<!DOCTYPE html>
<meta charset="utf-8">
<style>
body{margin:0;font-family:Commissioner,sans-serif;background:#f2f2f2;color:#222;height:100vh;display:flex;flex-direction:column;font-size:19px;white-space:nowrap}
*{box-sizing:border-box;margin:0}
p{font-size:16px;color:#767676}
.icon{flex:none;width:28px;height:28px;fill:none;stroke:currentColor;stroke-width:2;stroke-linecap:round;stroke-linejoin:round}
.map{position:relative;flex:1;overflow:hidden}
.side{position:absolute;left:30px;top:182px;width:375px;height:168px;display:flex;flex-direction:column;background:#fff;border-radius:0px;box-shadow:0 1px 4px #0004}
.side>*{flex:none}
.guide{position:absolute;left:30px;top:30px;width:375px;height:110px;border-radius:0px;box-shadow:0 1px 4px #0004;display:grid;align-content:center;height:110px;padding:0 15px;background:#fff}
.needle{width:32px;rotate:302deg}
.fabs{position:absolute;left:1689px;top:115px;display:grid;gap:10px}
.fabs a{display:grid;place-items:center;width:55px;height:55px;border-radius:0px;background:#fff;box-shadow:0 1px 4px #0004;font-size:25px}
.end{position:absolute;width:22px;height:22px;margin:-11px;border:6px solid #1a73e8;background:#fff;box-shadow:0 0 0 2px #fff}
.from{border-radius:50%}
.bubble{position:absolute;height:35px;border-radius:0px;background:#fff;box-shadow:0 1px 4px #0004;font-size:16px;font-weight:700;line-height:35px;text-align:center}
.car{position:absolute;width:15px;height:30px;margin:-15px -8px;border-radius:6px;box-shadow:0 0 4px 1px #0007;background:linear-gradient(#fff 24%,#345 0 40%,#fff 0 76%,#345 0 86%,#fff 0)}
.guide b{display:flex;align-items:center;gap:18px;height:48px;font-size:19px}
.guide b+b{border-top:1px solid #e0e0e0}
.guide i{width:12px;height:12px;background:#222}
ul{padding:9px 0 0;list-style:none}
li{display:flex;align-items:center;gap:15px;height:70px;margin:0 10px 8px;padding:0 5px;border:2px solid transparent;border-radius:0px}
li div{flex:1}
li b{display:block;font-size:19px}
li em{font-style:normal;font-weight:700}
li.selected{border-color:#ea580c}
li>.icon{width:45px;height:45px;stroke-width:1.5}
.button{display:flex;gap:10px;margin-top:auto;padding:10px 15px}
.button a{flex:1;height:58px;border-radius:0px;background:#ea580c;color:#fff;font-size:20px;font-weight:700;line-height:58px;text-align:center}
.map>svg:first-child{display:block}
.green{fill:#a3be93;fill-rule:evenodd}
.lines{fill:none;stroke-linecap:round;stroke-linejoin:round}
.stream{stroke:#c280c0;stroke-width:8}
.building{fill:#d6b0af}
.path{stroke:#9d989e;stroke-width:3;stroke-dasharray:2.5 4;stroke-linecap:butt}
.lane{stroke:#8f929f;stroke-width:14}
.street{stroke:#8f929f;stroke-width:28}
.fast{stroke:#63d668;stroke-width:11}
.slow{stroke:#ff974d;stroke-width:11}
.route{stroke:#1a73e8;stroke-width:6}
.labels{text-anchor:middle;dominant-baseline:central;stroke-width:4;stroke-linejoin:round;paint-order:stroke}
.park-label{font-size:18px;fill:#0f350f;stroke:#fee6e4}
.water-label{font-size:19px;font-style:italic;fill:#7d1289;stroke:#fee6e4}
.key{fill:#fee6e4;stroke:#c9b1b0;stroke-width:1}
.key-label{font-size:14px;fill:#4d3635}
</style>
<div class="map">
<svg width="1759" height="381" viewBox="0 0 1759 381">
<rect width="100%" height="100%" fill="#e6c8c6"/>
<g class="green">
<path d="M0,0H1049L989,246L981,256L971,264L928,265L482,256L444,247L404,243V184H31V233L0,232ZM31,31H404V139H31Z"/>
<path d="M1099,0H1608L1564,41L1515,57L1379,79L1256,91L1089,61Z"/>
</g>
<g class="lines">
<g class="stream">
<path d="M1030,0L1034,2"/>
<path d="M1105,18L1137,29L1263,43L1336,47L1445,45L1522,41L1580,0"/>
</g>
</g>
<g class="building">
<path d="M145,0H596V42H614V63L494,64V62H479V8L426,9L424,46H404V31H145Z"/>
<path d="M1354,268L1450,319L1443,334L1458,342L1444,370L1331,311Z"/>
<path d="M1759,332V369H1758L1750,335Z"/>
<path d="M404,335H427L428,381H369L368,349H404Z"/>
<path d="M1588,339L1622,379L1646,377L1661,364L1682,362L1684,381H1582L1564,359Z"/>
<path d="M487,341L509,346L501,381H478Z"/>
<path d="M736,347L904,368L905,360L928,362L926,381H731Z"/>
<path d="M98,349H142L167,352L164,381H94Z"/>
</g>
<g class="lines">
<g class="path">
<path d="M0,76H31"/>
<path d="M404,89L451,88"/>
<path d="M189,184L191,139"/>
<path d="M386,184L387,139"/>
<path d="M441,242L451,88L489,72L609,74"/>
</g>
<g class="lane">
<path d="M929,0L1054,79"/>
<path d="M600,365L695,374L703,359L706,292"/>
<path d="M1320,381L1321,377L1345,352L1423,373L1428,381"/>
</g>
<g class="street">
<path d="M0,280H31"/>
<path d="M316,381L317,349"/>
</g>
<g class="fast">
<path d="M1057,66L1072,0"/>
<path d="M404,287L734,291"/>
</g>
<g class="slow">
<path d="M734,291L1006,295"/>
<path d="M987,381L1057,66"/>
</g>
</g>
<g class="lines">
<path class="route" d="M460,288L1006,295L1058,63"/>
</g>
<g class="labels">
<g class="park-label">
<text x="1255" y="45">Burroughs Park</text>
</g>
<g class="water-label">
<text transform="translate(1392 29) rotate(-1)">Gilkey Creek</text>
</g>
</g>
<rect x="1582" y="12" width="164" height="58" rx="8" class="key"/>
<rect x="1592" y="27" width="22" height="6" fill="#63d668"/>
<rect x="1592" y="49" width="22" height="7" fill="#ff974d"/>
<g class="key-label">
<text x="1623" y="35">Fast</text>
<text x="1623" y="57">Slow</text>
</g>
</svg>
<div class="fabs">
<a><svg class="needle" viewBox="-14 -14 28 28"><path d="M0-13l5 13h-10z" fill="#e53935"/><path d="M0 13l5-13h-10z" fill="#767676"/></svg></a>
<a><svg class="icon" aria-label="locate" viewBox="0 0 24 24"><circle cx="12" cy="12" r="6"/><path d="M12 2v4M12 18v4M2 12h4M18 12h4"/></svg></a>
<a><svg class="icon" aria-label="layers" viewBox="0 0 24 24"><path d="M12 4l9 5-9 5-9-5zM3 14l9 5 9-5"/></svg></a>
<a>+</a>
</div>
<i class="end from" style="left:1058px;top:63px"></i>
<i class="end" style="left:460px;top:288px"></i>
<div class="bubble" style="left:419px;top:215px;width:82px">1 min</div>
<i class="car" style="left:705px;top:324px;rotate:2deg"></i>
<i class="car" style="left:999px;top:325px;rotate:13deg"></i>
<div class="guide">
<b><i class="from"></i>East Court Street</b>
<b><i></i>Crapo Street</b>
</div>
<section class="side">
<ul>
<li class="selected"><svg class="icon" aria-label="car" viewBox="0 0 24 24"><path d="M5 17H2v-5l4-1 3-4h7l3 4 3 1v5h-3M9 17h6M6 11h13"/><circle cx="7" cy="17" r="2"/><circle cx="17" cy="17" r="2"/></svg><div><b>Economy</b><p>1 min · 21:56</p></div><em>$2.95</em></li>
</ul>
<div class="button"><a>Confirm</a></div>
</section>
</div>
________________
• **Exercise requirements**: Show all lines in the entries above where the word "linecap" appears.

• **Response to the exercise**:
.icon{flex:none;width:28px;height:28px;fill:none;stroke:currentColor;stroke-width:2;stroke-linecap:round;stroke-linejoin:round}
.lines{fill:none;stroke-linecap:round;stroke-linejoin:round}
.path{stroke:#9d989e;stroke-width:3;stroke-dasharray:2.5 4;stroke-linecap:butt}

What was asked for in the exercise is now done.